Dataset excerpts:
◆ ◆ ◆

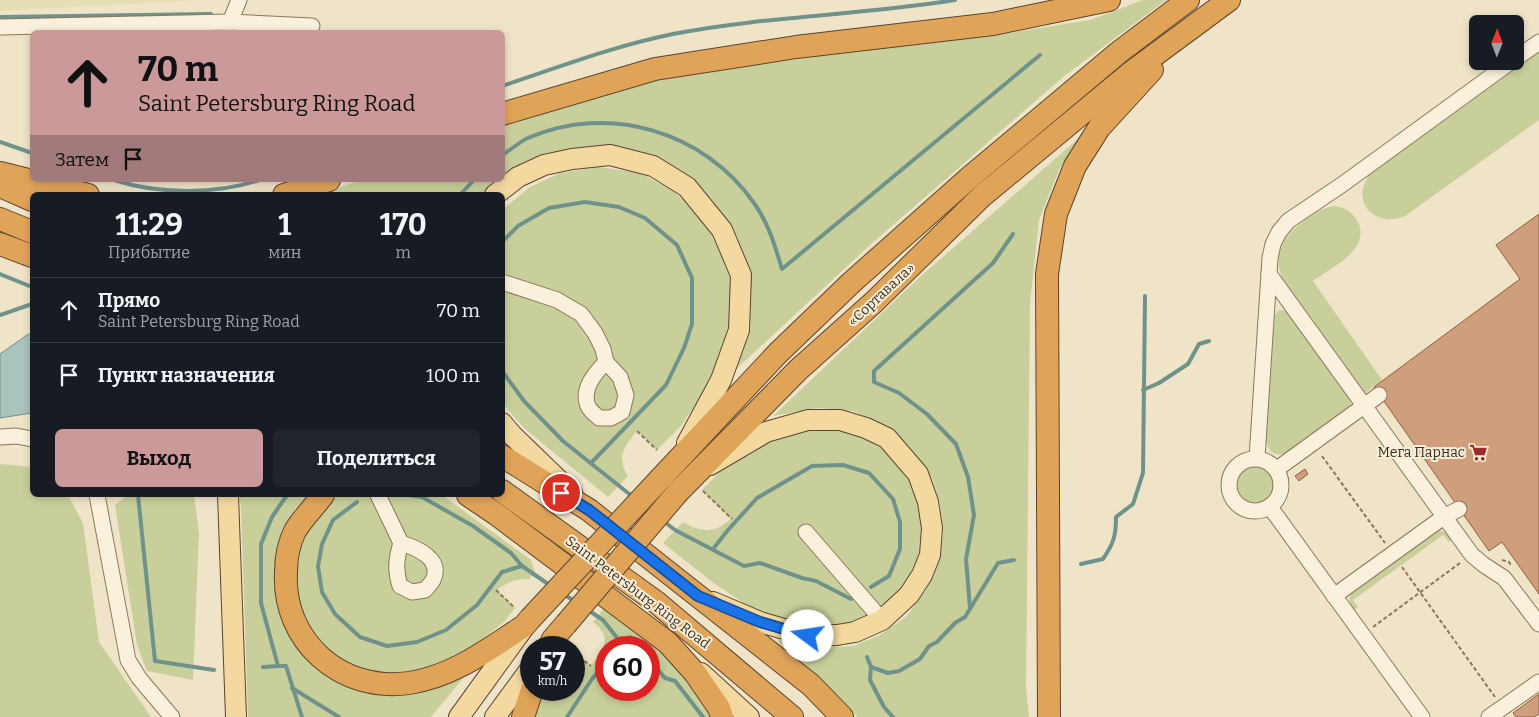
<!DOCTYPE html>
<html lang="ru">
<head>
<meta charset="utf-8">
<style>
	:root { --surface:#171b24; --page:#20242c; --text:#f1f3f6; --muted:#9ea1a6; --line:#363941; --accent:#cc999b }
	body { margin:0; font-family:Bitter,serif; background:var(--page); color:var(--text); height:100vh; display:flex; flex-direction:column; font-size:19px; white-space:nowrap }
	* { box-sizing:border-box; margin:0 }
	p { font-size:16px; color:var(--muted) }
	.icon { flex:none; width:28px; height:28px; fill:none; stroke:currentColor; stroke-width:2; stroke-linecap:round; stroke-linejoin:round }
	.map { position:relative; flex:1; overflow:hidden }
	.details { position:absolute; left:30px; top:192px; width:475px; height:305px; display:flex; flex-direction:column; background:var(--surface); border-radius:8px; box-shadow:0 2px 8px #0003 }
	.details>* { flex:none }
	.banner { position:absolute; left:30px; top:30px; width:475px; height:152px; border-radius:8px; box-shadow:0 2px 8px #0003; background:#cc999b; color:#111; overflow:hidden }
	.needle { width:32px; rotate:1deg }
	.controls { position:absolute; left:1469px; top:15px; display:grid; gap:10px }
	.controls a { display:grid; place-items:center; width:55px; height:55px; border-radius:8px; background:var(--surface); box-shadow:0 2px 8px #0003; font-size:25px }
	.speed { position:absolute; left:520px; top:636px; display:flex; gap:10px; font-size:25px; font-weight:700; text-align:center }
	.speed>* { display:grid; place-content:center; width:65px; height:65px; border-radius:50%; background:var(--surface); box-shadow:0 2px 8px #0003; line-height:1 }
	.speed small { font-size:12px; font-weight:400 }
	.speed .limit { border:8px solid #d22; background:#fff; color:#111 }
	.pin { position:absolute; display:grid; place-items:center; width:42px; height:42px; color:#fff; margin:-21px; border:2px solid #fff; border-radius:50%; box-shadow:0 1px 5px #0007 }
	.me { position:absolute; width:55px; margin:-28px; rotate:284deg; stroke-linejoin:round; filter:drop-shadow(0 0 4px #0008) }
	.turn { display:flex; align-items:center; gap:18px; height:105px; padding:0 25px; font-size:22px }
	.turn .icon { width:65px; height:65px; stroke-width:2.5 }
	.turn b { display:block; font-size:35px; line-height:42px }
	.then { display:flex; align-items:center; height:48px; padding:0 25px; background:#0003; gap:10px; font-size:19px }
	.eta { display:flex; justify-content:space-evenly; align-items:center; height:85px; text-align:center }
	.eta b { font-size:30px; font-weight:700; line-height:35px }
	.action { display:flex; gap:10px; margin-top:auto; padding:10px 25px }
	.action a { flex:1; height:58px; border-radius:8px; background:var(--accent); color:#111; font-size:20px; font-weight:700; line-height:58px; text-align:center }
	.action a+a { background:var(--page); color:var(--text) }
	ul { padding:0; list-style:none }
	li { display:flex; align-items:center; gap:15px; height:65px; padding:0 25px; border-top:1px solid var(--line) }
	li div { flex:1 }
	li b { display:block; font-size:19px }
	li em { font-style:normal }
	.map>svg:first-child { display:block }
</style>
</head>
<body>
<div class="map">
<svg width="1539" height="717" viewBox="0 0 1539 717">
	<rect width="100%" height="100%" fill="#f0e4c8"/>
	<path fill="#e6deb5" d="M0,0H202L0,11Z"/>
	<g fill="#c9cf9b" fill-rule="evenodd">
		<path d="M1143,0H1166L1063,77L870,245L731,374L748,332L719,212L606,147L486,195H321L360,180H502L503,126L644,83L778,59L990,36L1090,20Z"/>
		<path d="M1539,52V120L1405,216C1375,229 1349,201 1370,174Z"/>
		<path d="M1079,138L1059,170L1039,220L1030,304L1026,687L1029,717H858L778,640L817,648L853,646L880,635L906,617L926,590L939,557L943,533L940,503L932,478L915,455L894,432L853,411L817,408L773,416L921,276Z"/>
		<path d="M599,167L640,173L673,191L699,213L718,242L731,273L735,311L728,343L710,385L680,427L657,450L637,431C624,447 616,457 628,476L608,497L525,429L503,404V209L530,187L560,173Z"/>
		<path d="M1333,206C1344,207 1352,211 1358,222C1371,250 1332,267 1313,281L1382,380L1365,393L1282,278C1272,251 1284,236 1305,220C1314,214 1322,208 1333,206Z"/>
		<path d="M1283,310L1288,313L1349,397L1351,402L1348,408L1286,453C1273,458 1268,450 1265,438L1273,318L1278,311Z"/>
		<path d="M829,428L869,437L900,461L917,488L925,526L918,565L901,596L863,620L832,626L801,625L775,618L749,607L711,581L663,543L683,522C703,533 713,534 731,519L702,490C712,480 722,469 733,460C764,437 791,431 829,428Z"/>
		<path d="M0,464L32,467V495H68L83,523L99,642L151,717H0Z"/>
		<circle cx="1255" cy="484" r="19"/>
		<path d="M127,495H194L199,533L193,680L147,671L137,645L115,505Z"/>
		<path d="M239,495H309L295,509L277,556L274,585L283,620L304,657L338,681L465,676L431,717H248L241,508Z"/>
		<path d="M340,495H442L531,560L535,572L529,579C515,579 508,582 497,590L515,608L505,621L464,654L423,670L392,673L363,671L331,654L311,631L297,601L293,567L310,525L331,500Z"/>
		<path d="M1437,530L1446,532L1452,540L1449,542L1443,535L1353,600L1358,607L1354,610C1349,603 1348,598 1352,590Z"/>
		<path d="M605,607L664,655L697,688L715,717H529L538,690H574V653L591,666C604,648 613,638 593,622ZM606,648H649V690H606Z"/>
	</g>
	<path fill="#a9c4bc" stroke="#6f938a" d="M32,333V413L0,418V354L27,335Z"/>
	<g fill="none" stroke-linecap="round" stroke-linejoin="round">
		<g stroke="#6f938a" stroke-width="4">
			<path d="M0,17L211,14"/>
			<path d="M502,86C559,67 614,46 673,34C766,16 862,15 955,0"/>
			<path d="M0,142L32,153"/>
			<path d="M502,155C511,150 519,142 528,138C608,103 704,131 754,203C768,222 775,246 782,269L1040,55"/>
			<path d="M114,180C157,194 216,195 259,180"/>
			<path d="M460,195L474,180"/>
			<path d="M502,242L518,226L549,208L585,202L619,207L645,218L677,245L692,278V324L684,348L666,385L591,463"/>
			<path d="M0,274L32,287"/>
			<path d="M0,315L32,304"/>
			<path d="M502,371L524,401L563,441L633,497"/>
			<path d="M1143,390L1159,383L1188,364L1199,344L1209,341"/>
			<path d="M138,495L155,661L214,670"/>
			<path d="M287,495L272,517L261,544V603L278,666H286L302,717"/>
			<path d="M408,495L422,497L473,526L511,553L522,566L551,586"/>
			<path d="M357,502L333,520L322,544L318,566L322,592L335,614L360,637L387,646L417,642L446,630L477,605L502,572L522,566"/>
			<path d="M662,520L675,530L744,566L760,563L802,578L816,581L851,599"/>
			<path d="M713,549L728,530L757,498L812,466L843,465L869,473L893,499L900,522V549L889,576L871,587"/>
			<path d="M1081,564L1103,559C1114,543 1116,535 1116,517L1133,504L1143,473L1145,296"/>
			<path d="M563,594L576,602"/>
			<path d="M970,608L966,559L974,515L968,477L956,444L927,414L899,393L874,382V371L993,263L1013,234"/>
			<path d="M588,610L603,620L622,644"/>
			<path d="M618,648L630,637L639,648"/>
			<path d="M867,657L871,667L888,673L899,671L920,659L929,646L937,642L955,623L965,617L998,563L1014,560"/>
			<path d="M649,659L665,678L675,681L703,717"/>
			<path d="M263,667L278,666"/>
			<path d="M871,667L870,680L884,707L893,717"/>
			<path d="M292,688L339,717"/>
			<path d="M567,717L592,679L606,662"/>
		</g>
	</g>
	<g fill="#cf9f7d" stroke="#8d5f41">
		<path d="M1539,214V594L1502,542L1489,551L1374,387L1520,279L1496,245Z"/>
		<path d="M1305,469L1308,474L1299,481L1295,476Z"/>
		<path d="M1539,694V714L1534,717H1516L1513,713Z"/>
	</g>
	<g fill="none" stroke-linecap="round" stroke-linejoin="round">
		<defs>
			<g id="minor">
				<path d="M230,22L239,0"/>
				<path d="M0,27L230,22L312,26"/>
				<path d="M1515,59L1539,42"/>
				<path d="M1269,274L1472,555L1484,565L1504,578L1539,624"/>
				<path d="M502,282L557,300L581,314L595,333L603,349L606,362L620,377L626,395L622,412L611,418H599C596,415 590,411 588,406C581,389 595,373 606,362"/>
				<path d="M0,437L16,436L32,439"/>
				<path d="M1257,458L1270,258L1273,244L1279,232L1288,221L1343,184L1512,61"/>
				<circle cx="1255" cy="485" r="26"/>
				<path d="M1277,469L1379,395"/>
				<path d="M97,495L128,660L139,678L172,717"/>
				<path d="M378,495L401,543C396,559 395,570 400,586L412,592L425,590C427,587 431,584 433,580C443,559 417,548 401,543"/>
				<path d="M1270,507L1422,717"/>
				<path d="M806,532L882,620"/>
				<path d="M1334,596L1445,516L1459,509"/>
				<path d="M1489,717L1539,682"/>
			</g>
			<g id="major">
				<path d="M495,195L518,177L544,165L572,159L610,155L653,166L687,187L722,230L741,275L739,330L721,380L687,443"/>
				<path d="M502,423L513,436L572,493"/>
				<path d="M710,465L766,432L808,420H840L866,428L887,438L918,474L928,502L932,528L930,555L922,575L909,595L882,620L855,632L837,635L808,636L760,622L713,602"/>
				<path d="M228,495L236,717"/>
				<path d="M701,673L749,717"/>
				<path d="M459,717L522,630"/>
				<path d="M495,717L531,668"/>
			</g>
			<g id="highway">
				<path d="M502,114L655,69L796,47L993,24L1109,0"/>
				<path d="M0,173L88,195"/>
				<path d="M0,186L32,200"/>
				<path d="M284,195L329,180"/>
				<path d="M0,219L32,232"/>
				<path d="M0,244L32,256"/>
				<path d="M502,456L589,510L811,685L842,717"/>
				<path d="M661,478L778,353L852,282L969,178L1118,53L1188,0"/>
				<path d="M502,491L656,602L792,717"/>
				<path d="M678,492L798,370L874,302L982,196L1133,71L1229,0"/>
				<path d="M323,495C314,507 302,519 295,531C289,543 286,559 286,572C282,641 341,693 409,683C454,676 487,650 524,626L530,619"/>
				<path d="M468,495L496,514L668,643L695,673L719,708L722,717"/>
				<path d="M549,648L553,639L566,624"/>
				<path d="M523,717L532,690"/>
				<path d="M1049,717L1047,274L1056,214L1075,166L1099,128L1152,70"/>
			</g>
		</defs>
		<use href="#minor" stroke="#8d765c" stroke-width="17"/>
		<use href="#major" stroke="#5b4430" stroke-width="22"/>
		<use href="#highway" stroke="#5b4430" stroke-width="24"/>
		<g stroke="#8d765c" stroke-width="2" stroke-dasharray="4 2.5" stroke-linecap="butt">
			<path d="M637,431L657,450"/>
			<path d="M1322,456L1385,543"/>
			<path d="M703,491L732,519"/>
			<path d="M1502,560L1509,562L1512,567"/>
			<path d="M1402,567L1495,697"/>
			<path d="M496,590L515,608"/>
			<path d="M1373,627L1460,563"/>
			<path d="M574,653L591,666"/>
		</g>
		<use href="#minor" stroke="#faf1dc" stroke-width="15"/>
		<use href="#major" stroke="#f3d9a0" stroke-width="20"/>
		<use href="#highway" stroke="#e0a458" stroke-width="22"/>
		<defs>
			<g id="highway-bridge">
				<path d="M530,619L661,478"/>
				<path d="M566,624L678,492"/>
			</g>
		</defs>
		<use href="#highway-bridge" stroke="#5b4430" stroke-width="24" stroke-linecap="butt"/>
		<use href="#highway-bridge" stroke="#e0a458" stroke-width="22"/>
	</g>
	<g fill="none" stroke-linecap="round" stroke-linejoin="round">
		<defs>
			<path id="route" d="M561,493L589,510L698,596L760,622L808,636"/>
		</defs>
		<use href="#route" stroke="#114b97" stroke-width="12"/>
		<use href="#route" stroke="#1a73e8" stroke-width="9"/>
	</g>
	<defs>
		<symbol id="supermarket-bare" viewBox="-9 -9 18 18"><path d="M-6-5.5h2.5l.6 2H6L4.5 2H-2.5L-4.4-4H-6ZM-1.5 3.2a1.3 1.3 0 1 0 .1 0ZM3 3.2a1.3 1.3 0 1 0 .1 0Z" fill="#9e2a2b" stroke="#f7eed8" stroke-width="2.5" paint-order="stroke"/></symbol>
	</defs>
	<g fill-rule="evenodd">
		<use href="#supermarket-bare" x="1466" y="440" width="25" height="25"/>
	</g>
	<g text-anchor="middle" stroke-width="4" stroke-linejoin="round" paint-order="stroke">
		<g font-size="14" fill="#3d2e20" stroke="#f7eed8">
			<text transform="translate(881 294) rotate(-43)" y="5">«Сортавала»</text>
			<text transform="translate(638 592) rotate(37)" y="5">Saint Petersburg Ring Road</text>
		</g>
		<g font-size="14" fill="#3d2e20" stroke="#f7eed8" text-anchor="end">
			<text x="1465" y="457">Мега Парнас</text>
		</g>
	</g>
</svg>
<div class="controls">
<a><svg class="needle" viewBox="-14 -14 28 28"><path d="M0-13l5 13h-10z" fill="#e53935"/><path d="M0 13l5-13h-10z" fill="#9ea1a6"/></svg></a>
</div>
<div class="speed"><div>57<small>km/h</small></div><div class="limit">60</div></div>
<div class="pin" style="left:561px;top:493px;background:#d93025"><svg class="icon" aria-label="arrive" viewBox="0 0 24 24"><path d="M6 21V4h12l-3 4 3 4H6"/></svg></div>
<svg class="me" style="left:808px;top:636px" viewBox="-20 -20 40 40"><circle r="19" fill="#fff"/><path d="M0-13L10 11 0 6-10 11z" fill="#1a73e8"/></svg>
<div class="banner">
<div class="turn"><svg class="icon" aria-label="ahead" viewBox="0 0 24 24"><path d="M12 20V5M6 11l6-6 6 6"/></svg><div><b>70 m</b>Saint Petersburg Ring Road</div></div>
<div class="then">Затем<svg class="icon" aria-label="arrive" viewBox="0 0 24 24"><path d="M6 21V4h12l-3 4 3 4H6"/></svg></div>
</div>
<section class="details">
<div class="eta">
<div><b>11:29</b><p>Прибытие</p></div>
<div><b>1</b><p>мин</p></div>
<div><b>170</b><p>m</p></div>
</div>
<ul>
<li><svg class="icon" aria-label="ahead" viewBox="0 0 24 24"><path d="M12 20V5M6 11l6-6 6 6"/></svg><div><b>Прямо</b><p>Saint Petersburg Ring Road</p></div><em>70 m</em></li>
<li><svg class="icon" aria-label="arrive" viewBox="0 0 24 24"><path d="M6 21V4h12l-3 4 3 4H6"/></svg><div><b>Пункт назначения</b></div><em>100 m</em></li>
</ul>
<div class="action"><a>Выход</a><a>Поделиться</a></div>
</section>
</div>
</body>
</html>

◆ ◆ ◆

**AIM OF THE TASK:** One line above contains "<div><b>11:29</b><p>Прибытие</p></div>". Output that line and each one after it, word for word, and nothing else.

**EXERCISE ANSWER:**
<div><b>11:29</b><p>Прибытие</p></div>
<div><b>1</b><p>мин</p></div>
<div><b>170</b><p>m</p></div>
</div>
<ul>
<li><svg class="icon" aria-label="ahead" viewBox="0 0 24 24"><path d="M12 20V5M6 11l6-6 6 6"/></svg><div><b>Прямо</b><p>Saint Petersburg Ring Road</p></div><em>70 m</em></li>
<li><svg class="icon" aria-label="arrive" viewBox="0 0 24 24"><path d="M6 21V4h12l-3 4 3 4H6"/></svg><div><b>Пункт назначения</b></div><em>100 m</em></li>
</ul>
<div class="action"><a>Выход</a><a>Поделиться</a></div>
</section>
</div>
</body>
</html>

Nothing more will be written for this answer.